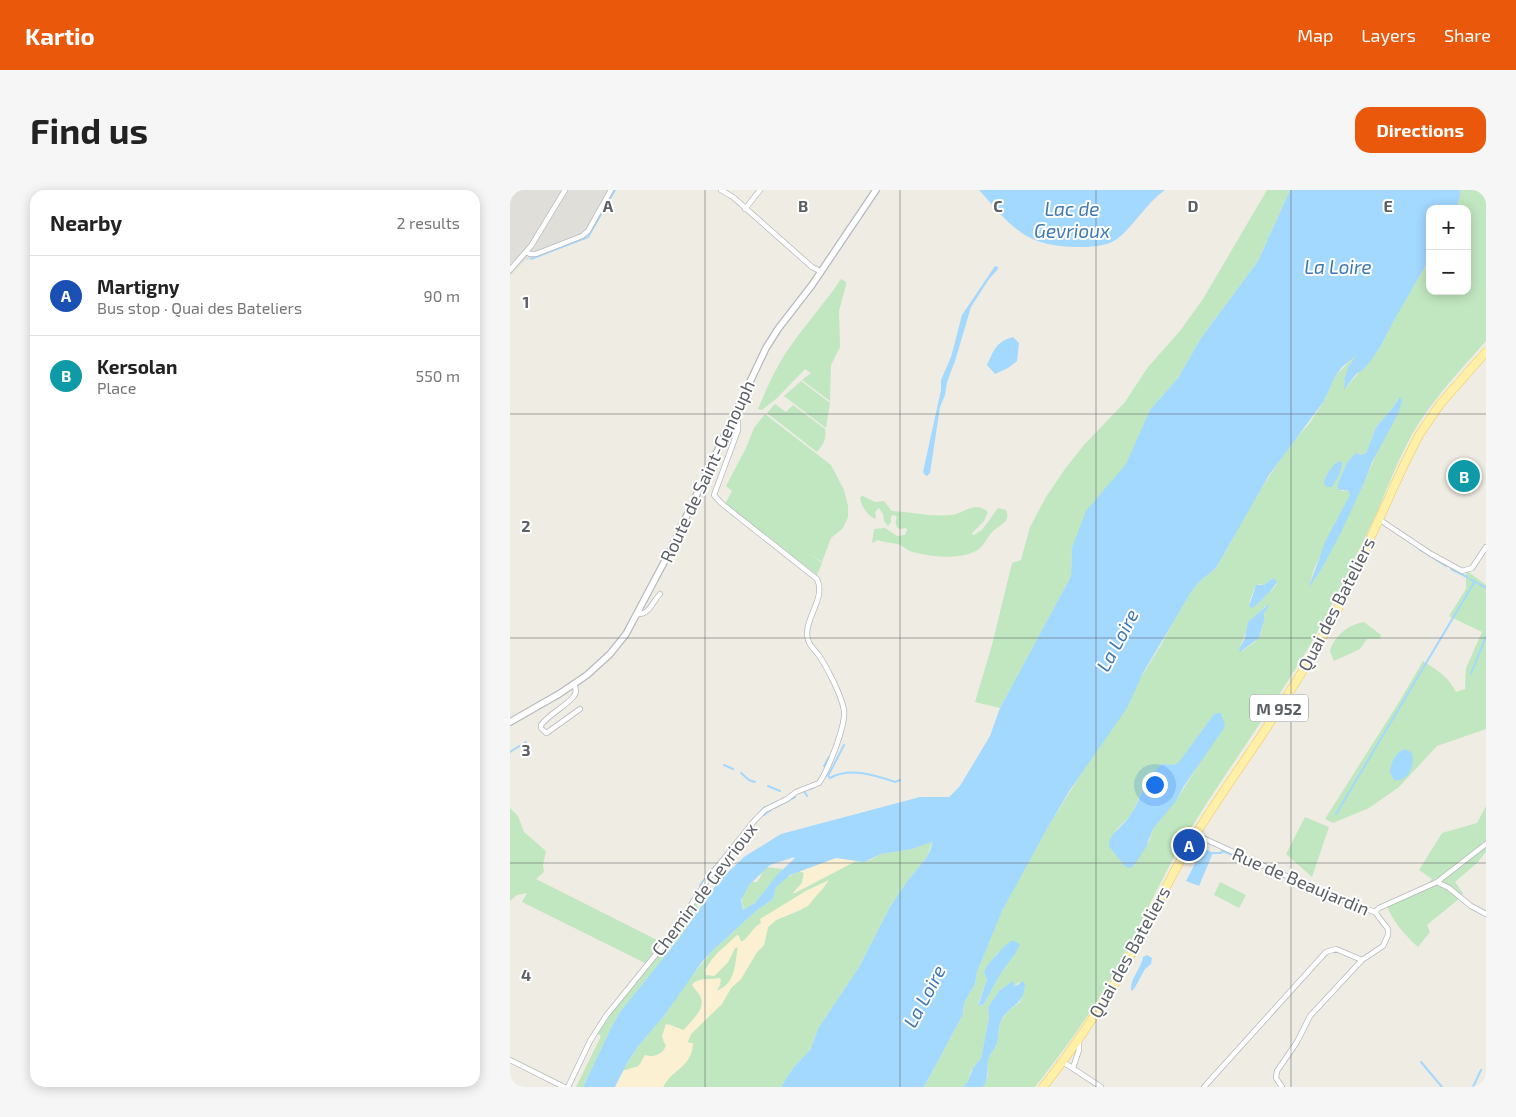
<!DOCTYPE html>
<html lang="en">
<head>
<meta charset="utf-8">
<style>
	:root { --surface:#fff; --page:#f6f6f6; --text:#222; --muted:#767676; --line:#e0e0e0; --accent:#ea580c }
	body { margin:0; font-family:"Exo 2",sans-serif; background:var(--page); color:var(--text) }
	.controls { position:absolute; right:15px; top:15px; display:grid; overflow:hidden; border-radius:10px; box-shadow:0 2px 12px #0003 }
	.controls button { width:45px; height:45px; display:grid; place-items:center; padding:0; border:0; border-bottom:1px solid var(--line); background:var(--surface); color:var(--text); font:25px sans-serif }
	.you { position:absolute; left:644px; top:594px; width:18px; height:18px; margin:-12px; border:4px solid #fff; border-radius:50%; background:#1a73e8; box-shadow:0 0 0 8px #1a73e833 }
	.badge { display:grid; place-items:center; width:32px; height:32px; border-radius:50%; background:var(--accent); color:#fff; font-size:16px; font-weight:700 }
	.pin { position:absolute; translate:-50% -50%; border:2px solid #fff; box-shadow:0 1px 5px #0006 }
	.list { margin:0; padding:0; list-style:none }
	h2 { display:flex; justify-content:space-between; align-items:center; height:65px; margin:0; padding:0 20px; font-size:21px }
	h2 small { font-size:16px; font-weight:400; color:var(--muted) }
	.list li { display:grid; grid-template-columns:32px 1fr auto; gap:15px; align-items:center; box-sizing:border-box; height:80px; padding:0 20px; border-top:1px solid var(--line) }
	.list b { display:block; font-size:19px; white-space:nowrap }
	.list p { margin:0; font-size:16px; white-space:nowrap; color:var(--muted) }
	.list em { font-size:16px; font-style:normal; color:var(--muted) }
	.map { position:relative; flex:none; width:976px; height:897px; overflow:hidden; border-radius:15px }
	header { display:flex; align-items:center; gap:30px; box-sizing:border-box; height:70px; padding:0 25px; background:var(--accent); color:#fff }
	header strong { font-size:24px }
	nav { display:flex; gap:28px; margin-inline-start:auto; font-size:18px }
	.intro { display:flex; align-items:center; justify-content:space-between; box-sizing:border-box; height:120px; padding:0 30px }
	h1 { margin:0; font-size:35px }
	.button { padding:12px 22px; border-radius:15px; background:var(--accent); color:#fff; font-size:18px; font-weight:700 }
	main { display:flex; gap:30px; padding:0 30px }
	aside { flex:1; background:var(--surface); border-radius:15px; box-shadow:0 2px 12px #0003 }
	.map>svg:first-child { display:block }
</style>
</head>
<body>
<header>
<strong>Kartio</strong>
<nav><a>Map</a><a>Layers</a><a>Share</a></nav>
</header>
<div class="intro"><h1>Find us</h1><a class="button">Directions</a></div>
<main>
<aside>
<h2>Nearby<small>2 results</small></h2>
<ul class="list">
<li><span class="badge" style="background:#1a4fb4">A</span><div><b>Martigny</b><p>Bus stop · Quai des Bateliers</p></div><em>90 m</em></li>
<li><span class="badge" style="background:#0f9aa8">B</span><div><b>Kersolan</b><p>Place</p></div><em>550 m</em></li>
</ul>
</aside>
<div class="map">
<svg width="976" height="897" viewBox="0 0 976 897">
	<rect width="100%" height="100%" fill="#efece3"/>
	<!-- industrial -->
	<path fill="#dfded8" d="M0,0H105L77,48L14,71L0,86Z"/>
	<!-- green -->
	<path fill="#c0e7bf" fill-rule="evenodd" d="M757,0H780L748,71L691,148L668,188L640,220L617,274L562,358L561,386L490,518L465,512L482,455L502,373L511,370L520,337L536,307L555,279L574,255L615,212L638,177L670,141L693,109Z
		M950,0H976V151C952,178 927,205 907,236C891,262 880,292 868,320C851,357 833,394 814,430C772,508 717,577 672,653C645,700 624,750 596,797C575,832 550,865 525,897H473L478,886V870L480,864L486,857L490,833L497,822L510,812L515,797L509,792L504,797L503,792L489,801L478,817L479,827L471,868L461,881L458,891L453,897H414L449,832L453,824L454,813L465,794L467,782L477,757L493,719L508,690L538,637L651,455L667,424L681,402L689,392L706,378L746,306L780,255L799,234L814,211L826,185L847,164C841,178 833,182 835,199C847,183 862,171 872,154C876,147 879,140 882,133C894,111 908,90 920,68V101H957V19H946L950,7ZM888,209V224L870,254L855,291L811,380L799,397L804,379L840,305L838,300L832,301L827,296L836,274L848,264L851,265L856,263L866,237L880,221ZM763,388L767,394C762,401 754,405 749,413H739L744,399L749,394L754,395ZM756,415L751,443L745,452L732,461L729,459L737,440ZM707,523L692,569L669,606L643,639L639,652L611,672L608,665L599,657L606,640L621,625L639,587L652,574L664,575L669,573L704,524ZM488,762L505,764L489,786L474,814L470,816L468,814L477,789L474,781Z
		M331,89L336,92V95L329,121L330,157L321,175L320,211L292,190L301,183L295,179L266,209L252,220L248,219C257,197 268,173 282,154C298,131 316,112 331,89Z
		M291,191L320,213L316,238L274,206Z
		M265,214L276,222L283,215L315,239C317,250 313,254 307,262L257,223Z
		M255,224L321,275L334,300L338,316V327L333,338L321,348L312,372L299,363L312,373L307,385L215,314L222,301L216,296L236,258L244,238Z
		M353,306L365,312L374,311L382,321C401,322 422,327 442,325C455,323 465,310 478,322L474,331L463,342L462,344L464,345L472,340L488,318L496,320C501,332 491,334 483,341C478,346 475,354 469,359C452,371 419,367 400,361C396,359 392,355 387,354C378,352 376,353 368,350L362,353L364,339L375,338L387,346L395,345L397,340L396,338L389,339C385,335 385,332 387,327L384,325L381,326V332L378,336L374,331L373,324L369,318L365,322L366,328L365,329C357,325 351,316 350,307Z
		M956,380L976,395V539L927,556L889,597L859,618L823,633L815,629L889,512L913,471C928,481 938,486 946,502L955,499L956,478L972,442L939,426L956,399Z
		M854,432L871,445L870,449H857L850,459L824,471L820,461C824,446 839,434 854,432Z
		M976,616V662L967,673L945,692L953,703L950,708L917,735L920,742L908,757C894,744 883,732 876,714L916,696L922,689L909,680L932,643L967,633Z
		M0,618L8,626L14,642L36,661L33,675L34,682L26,689L151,752L135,773L12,712L17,703L7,705L0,711Z
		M795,627L819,637L802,687L776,664Z
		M422,652L417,667L398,690L380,717L349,777L309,837L300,860L283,878L271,897H153L183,853H178V851L181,844L212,813L221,798L231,789L247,762L254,755L258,737L266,730L291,720L313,699L318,691L296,701L251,729L252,733C242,738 241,746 233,751C231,752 225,750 222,750L206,764L204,786L218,772L225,758L228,757C224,775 228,793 206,801L211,794C201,789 194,787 183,793C185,800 189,802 191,808C195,821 180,831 174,840H171L159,834L153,850L156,856C152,866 142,866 133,868C129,879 123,879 112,881L130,854L154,826L173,797L203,760L246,721L263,709L266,697L274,689L289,681L294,682L292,693L283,703H285L346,671L348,672L360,670L371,664L402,659Z
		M222,662C218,671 214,674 208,681C199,691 191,702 187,715L189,720L171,746L110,822L102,836L73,897H66L91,846L86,843L92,833L169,739L171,734L196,694Z
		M256,677L273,679L245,713L234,720C229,709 234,699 242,692H247C252,686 251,682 256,677Z
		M710,692L736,705L729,718L704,705Z"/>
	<!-- sand -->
	<path fill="#fbf1d2" d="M326,668L346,671L282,704L292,693L294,683L289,681Z
		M319,690L298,716L266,730L258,737L254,755L247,762L231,789L221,798L212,814L181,844L178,851L179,853H183C182,878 161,880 153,897H105L112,881L129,876L135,865C144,868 153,865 156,856L152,846L156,834L174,840C181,831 198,818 190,805C188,802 184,799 182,795C190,787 199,790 210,788L211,791L207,801C226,793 225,774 228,757L225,758L218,772L204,786L196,785L195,780L202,769L227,745L229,746L231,752C239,748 242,738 251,733L250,729L296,701Z"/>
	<!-- water -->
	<path fill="#a3d8ff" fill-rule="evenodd" d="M469,0H655C636,13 625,35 607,49C595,57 580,57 566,57C514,56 502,37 469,0Z
		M780,0H950V7L946,19H920V68L883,132L872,154L862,169L853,180L846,184L834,200L835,187L839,176L847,165L832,177L826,185L814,211L759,285L706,378L689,392L681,402L633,483L617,518L560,600L538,637L493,719L467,782L465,794L454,813L453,824L449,832L414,897H271L283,878L300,860L309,837L349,777L380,717L398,690L417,667L421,658L422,652L402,659L371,664L354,672L326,668L280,685L266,697L263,709L246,721L203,760L192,772L154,826L130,854L117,873L105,897H73L102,836L110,822L171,746L208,692L234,667L271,644L410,607H439L450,596L480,546L490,518L561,386L562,358L576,321L616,274L640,220L668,188L691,148L748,71ZM284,667L285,668L267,685L245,713L233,720L231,710L239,695L260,675Z
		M485,76L488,77V79L479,89L461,117L445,171L437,192L435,205L430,217L420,283L417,286L415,285L413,282L431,200V190L441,167L452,125Z
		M503,147L509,153L507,171L498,178L485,184L477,175C484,161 485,152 503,147Z
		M890,207L892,211L888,224L862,272L855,291L831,342L811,380L798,399L816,350L840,305L838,300H829L827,296L836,274L846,263L851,265L856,263L866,237L880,221Z
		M830,271L832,272C832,281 827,289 822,297H817L814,294C815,285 822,275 830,271Z
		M763,388L767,392C766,396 747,415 742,418L739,416L746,395H754Z
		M760,413L754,424V430L749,448L730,462L729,459L735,448L738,432Z
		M707,523H711L715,535L714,538L674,596L666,611L643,639L636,657L623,677L618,678C610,673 606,663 599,657C598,646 608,640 615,632C632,613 631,592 652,574L664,575L669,572L704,524Z
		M894,559L901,562C907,573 898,593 884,590L880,582C881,572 885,564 894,559Z
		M698,660L702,663V665L689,696L676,691L690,664Z
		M501,751H504L510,754L505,764L489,786L474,814L468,816L477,789C476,787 474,784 474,782C475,776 495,755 501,751Z
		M637,765L642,768L641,774L635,779L624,799L621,801C620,787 631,780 633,767Z
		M503,791L504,797L513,791L515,794C514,817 499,814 491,831C487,839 490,850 485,858C482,862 479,865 478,871C477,881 479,888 473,897H453L458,891L463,878L471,868L479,827L478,817L489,801Z"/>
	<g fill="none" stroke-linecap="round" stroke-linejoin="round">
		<!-- stream -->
		<path stroke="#a3d8ff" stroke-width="2" d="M21,69L78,47L105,0
			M909,359L936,376
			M941,379L957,387
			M960,389L976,398
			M961,484L976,446
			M334,555L318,586L320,588C340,577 365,585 385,592L390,590
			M0,562L16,552
			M214,575L223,579
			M314,576L319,567
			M231,583L239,590L245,592
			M258,596L270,601
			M296,600L303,598
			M294,601L297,606
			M262,614L269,611
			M264,618L285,607
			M251,621L255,617
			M826,624L965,391
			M254,625L262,619
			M702,663H711L712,661L731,668
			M190,695L204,677
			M911,872L932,897
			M963,897L971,880"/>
		<!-- minor casing -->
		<g stroke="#b6b9be" stroke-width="6">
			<path id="minor" d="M211,0L223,7L302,77L310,81
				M235,19L250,0
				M17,62L20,64H26L72,46L78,41L101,0
				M0,80L21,56L55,0
				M870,330L921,364L952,381L962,378L976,357
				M128,424C139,425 143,411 150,404
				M64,494C66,498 67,502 64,506C59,514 39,524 31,535V538L36,543L38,542L70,519
				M686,645L765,681L850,717L865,722L878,739V745L873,756L852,770
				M927,692L976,654
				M865,722L869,718L927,692L939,698L961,716L976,724
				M0,870L54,897
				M553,872L591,897
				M563,878L569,860V850
				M58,897L80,851L96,826L160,747L200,686L245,630L255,620L277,609L286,602L309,593C318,580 336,536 334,520C331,505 319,481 310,467C305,459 298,456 297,445C296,426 316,408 307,389L211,313L204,305L228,240V231L225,225
				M694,897L816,762L826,759L852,770L800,826L787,852L767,881L766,888L772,897"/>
		</g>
		<!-- tertiary casing -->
		<g stroke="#b6b9be" stroke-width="8">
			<path id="tertiary" d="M0,532L49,504L77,485L100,464L116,444L160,361L256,158L268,139L302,95L366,0"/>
		</g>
		<!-- primary casing -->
		<g stroke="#f5c656" stroke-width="9">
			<path id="primary" d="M533,897C561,862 585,826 608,788C633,744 654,698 680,654C704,613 733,574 759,534C783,498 805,461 826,423L893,277L909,245L931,213L976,162"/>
		</g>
		<!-- minor -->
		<use href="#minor" stroke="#fff" stroke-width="4.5"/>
		<!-- tertiary -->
		<use href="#tertiary" stroke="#fff" stroke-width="5.5"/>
		<!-- primary -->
		<use href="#primary" stroke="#fff0a8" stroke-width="8"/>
	</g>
	<!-- grid -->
	<path fill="none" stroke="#5b6065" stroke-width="1" stroke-opacity="0.55" d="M195,0V897M390,0V897M586,0V897M781,0V897M0,224H976M0,448H976M0,673H976"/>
	<g text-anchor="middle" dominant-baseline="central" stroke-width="4" stroke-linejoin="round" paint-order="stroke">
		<!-- shield labels -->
		<rect fill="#fff" stroke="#8c9093" stroke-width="1" x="740" y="504.5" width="58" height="27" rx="4"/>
		<g font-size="16" font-weight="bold" fill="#5b6065">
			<text x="769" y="518">M 952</text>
		</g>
		<!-- street labels -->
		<g font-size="18" fill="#5b6065" stroke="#fff">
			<text transform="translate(197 281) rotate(-65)">Route de Saint-Genouph</text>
			<text transform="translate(826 414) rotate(-63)">Quai des Bateliers</text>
			<text transform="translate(791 691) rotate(23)">Rue de Beaujardin</text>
			<text transform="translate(194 699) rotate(-53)">Chemin de Gevrioux</text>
			<text transform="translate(619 762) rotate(-61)">Quai des Bateliers</text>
		</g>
		<!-- water labels -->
		<g font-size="19" font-style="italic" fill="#3d78b4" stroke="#fff">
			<text x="562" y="18">Lac de<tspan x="562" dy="22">Gevrioux</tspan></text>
			<text x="828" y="76">La Loire</text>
			<text transform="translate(607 450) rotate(-62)">La Loire</text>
			<text transform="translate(414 806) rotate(-62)">La Loire</text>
		</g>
	</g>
	<g font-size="16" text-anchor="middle" font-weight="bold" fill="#5b6065" stroke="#fff" stroke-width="4" stroke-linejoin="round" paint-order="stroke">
		<text x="98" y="22">A</text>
		<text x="293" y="22">B</text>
		<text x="488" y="22">C</text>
		<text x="683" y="22">D</text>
		<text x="878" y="22">E</text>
		<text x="16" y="118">1</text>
		<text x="16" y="342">2</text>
		<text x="16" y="566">3</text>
		<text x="16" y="791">4</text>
	</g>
</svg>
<div class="controls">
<button>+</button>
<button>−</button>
</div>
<div class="you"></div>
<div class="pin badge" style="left:679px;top:655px;background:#1a4fb4">A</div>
<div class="pin badge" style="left:954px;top:286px;background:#0f9aa8">B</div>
</div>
</main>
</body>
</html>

**Description of the task**
Wherever the string "body" occurs in the records above, copy that line.

**Final answer**
	body { margin:0; font-family:"Exo 2",sans-serif; background:var(--page); color:var(--text) }
<body>
</body>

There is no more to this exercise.